**Material supplied:**
• • • • • • •

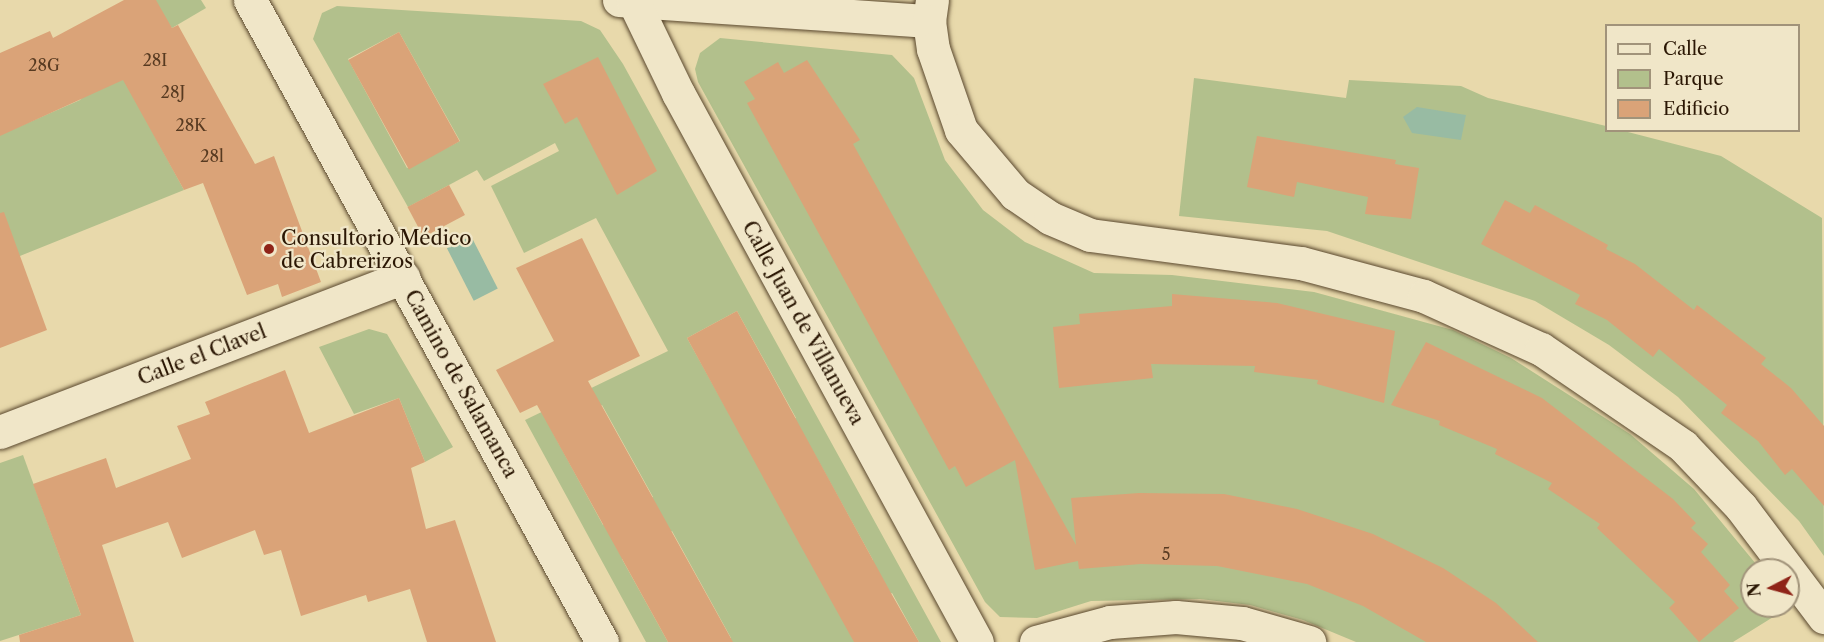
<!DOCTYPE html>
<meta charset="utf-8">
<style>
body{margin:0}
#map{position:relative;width:1824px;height:642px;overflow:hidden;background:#e8d9ab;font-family:"Libre Caslon Text",serif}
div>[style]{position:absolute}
.green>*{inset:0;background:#b2c08c}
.water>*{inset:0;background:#98bba3;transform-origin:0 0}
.building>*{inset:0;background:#daa378;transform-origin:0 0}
.roads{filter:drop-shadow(0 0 2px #5a482e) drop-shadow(0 0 2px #5a482e)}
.minor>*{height:33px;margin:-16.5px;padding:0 16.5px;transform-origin:16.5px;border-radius:16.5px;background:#f0e6c8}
.dots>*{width:16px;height:16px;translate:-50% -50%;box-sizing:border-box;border:3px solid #f0e6c8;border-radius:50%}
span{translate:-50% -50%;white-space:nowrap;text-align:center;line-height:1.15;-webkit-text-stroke:4.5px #f0e6c8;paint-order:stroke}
.number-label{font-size:16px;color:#573a21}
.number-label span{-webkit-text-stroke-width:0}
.poi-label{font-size:20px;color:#2b1704}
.left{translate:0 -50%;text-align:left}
.street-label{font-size:20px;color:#2b1704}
.legend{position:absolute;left:1605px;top:24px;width:195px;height:108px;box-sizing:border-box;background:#f0e6c8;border:2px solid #a1937a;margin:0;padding:8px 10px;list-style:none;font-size:18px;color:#2b1704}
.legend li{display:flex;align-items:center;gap:12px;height:30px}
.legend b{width:30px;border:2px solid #a1937a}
.north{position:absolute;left:1740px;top:558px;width:60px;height:60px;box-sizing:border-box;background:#f0e6c8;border:2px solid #a1937a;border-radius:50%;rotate:264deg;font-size:16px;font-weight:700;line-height:24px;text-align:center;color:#2b1704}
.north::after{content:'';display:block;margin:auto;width:21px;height:27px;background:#8f2418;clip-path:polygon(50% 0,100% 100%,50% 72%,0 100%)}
</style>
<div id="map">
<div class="green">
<div style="clip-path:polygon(151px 0,201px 0,206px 8px,172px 28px)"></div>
<div style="clip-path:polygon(evenodd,337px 6px,581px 21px,600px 30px,623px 64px,941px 642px,919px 642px,892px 593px,857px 613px,854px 642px,724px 642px,731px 638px,672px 531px,622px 559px,668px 642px,646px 642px,525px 420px,668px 351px,596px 218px,524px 253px,491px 186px,559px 151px,555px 143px,484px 181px,477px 170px,408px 207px,313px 39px,322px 13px,337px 6px,399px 32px,460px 141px,407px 168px,348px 59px,399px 32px,337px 6px,737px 311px,796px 418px,747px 446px,687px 338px,737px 311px,337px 6px,602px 405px,653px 497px,603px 525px,553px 433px,602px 405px,337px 6px,814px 453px,873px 560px,825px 587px,814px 453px)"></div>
<div style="clip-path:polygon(720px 38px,892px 55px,914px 78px,945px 160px,983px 210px,1025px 242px,1094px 273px,1172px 275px,1314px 292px,1453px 330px,1511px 358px,1630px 434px,1694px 489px,1761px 570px,1752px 570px,1752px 606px,1789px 607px,1733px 642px,1356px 642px,1303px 620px,1250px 605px,1200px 599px,1091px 601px,1037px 618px,1000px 617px,985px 602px,698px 82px,695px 69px,700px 53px)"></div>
<div style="clip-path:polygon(114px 61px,184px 190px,0 264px,0 135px,80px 100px)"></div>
<div style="clip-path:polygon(1194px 78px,1346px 98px,1349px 80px,1461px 86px,1488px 98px,1606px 126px,1606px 130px,1624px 131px,1721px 156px,1822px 218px,1824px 556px,1799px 521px,1678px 397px,1609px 345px,1535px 301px,1327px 231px,1179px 216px)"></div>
<div style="clip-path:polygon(369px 329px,387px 334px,453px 447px,425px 462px,399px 398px,354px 414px,319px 347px)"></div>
<div style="clip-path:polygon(23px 455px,81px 615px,0 641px,0 463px)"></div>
</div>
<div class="water">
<div style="clip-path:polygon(1417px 107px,1466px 115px,1461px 140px,1412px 133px,1403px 117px)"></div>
<div style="left:471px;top:236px;width:59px;height:27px;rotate:63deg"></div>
</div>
<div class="building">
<div style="clip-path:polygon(124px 0,156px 0,172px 28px,178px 25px,255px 164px,274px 156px,321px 282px,282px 297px,278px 284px,247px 295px,203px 183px,184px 190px,123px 80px,0 136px,0 53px,50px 31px,53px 38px)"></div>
<div style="left:399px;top:32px;width:125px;height:58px;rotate:61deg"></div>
<div style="clip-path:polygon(598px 57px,657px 171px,617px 195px,577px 117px,565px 124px,543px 84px)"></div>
<div style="clip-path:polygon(807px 60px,860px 140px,853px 144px,1076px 545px,1071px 498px,1139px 493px,1224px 494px,1297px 509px,1373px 534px,1443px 568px,1496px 603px,1538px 642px,1426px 642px,1363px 606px,1307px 584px,1217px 566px,1141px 564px,1079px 569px,1078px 561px,1035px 570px,1015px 460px,966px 487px,955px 466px,949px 470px,747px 103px,755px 99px,744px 82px,778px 62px,784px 73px)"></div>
<div style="clip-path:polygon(1257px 136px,1396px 160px,1395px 164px,1419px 168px,1411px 219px,1365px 214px,1368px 197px,1297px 182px,1294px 197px,1247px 187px)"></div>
<div style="left:449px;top:185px;width:34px;height:47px;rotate:62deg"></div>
<div style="clip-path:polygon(1505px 200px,1530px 213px,1535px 205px,1608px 245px,1606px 249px,1635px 264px,1694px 310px,1697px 305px,1766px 358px,1761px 364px,1791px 388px,1824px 426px,1824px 506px,1792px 469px,1785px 475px,1758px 441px,1721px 413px,1727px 405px,1659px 349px,1653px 357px,1607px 320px,1575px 304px,1580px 295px,1481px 244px)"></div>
<div style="clip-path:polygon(4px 212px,47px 330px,0 348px,0 213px)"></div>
<div style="clip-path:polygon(582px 238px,640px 356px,588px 381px,733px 642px,668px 642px,537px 405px,520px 413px,496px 370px,554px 341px,516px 268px)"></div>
<div style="clip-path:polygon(1172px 294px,1277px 303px,1395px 331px,1384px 403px,1317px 384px,1318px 380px,1254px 372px,1255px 366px,1151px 364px,1153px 378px,1059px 388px,1053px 327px,1080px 324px,1079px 314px,1172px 306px)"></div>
<div style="clip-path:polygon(737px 311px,891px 593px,919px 642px,854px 642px,794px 534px,687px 338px)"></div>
<div style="clip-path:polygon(1426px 342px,1542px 398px,1673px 499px,1696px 523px,1691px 528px,1708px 544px,1701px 552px,1730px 585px,1724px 591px,1739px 608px,1699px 642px,1669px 608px,1675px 602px,1597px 528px,1600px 524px,1548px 489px,1552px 483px,1495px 454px,1497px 449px,1439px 425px,1440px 421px,1391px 405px)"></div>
<div style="clip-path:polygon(285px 370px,309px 433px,399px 398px,425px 462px,411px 468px,426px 529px,455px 520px,496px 642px,427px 642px,410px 589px,368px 602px,366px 595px,301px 616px,281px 550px,264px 555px,255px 530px,182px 558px,168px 522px,102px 545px,134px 642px,20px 642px,19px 635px,81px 615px,33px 484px,106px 458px,116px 488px,191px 459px,177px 426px,210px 414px,205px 402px)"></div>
</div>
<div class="roads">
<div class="minor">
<div style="left:250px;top:0;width:732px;rotate:61.26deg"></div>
<div style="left:619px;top:0;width:311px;rotate:3.9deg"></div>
<div style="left:633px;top:0;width:103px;rotate:64.2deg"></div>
<div style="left:678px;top:93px;width:625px;rotate:61.43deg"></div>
<div style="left:932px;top:0;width:21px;rotate:98deg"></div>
<div style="left:929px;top:21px;width:28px;rotate:82deg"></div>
<div style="left:933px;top:49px;width:86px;rotate:70.9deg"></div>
<div style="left:961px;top:130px;width:84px;rotate:49.8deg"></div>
<div style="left:1015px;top:194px;width:42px;rotate:34.4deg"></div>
<div style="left:1050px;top:218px;width:43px;rotate:23deg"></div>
<div style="left:1090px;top:235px;width:213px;rotate:7.6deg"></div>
<div style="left:1301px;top:263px;width:127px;rotate:15deg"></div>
<div style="left:1424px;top:296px;width:128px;rotate:24.4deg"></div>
<div style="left:1541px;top:349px;width:172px;rotate:34.3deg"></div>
<div style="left:1683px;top:446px;width:84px;rotate:46.4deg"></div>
<div style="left:1741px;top:507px;width:138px;rotate:53deg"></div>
<div style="left:0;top:432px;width:432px;rotate:-21deg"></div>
<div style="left:1036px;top:642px;width:77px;rotate:-15.1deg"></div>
<div style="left:1110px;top:622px;width:66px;rotate:-4.3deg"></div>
<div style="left:1176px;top:617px;width:66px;rotate:5.2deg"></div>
<div style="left:1242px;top:623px;width:70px;rotate:15.8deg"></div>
</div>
</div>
<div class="dots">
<div style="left:269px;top:249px;background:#8f2418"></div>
</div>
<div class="number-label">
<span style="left:155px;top:60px">28I</span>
<span style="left:44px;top:65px">28G</span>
<span style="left:173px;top:92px">28J</span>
<span style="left:191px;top:125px">28K</span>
<span style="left:212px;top:156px">28l</span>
<span style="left:1166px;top:554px">5</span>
</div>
<div class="poi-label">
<span class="left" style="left:281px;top:250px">Consultorio Médico<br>de Cabrerizos</span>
</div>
<div class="street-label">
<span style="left:803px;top:323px;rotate:61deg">Calle Juan de Villanueva</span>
<span style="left:202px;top:355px;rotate:-21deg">Calle el Clavel</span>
<span style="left:461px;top:384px;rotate:61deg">Camino de Salamanca</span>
</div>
<ul class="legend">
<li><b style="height:8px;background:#f0e6c8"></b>Calle</li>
<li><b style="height:16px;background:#b2c08c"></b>Parque</li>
<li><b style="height:16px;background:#daa378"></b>Edificio</li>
</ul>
<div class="north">N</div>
</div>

• • • • • • •

What is needed is an exact copy of the lines from the one containing "Juan de Villanueva</span>" through the final line of the data, both included, and nothing more.

<span style="left:803px;top:323px;rotate:61deg">Calle Juan de Villanueva</span>
<span style="left:202px;top:355px;rotate:-21deg">Calle el Clavel</span>
<span style="left:461px;top:384px;rotate:61deg">Camino de Salamanca</span>
</div>
<ul class="legend">
<li><b style="height:8px;background:#f0e6c8"></b>Calle</li>
<li><b style="height:16px;background:#b2c08c"></b>Parque</li>
<li><b style="height:16px;background:#daa378"></b>Edificio</li>
</ul>
<div class="north">N</div>
</div>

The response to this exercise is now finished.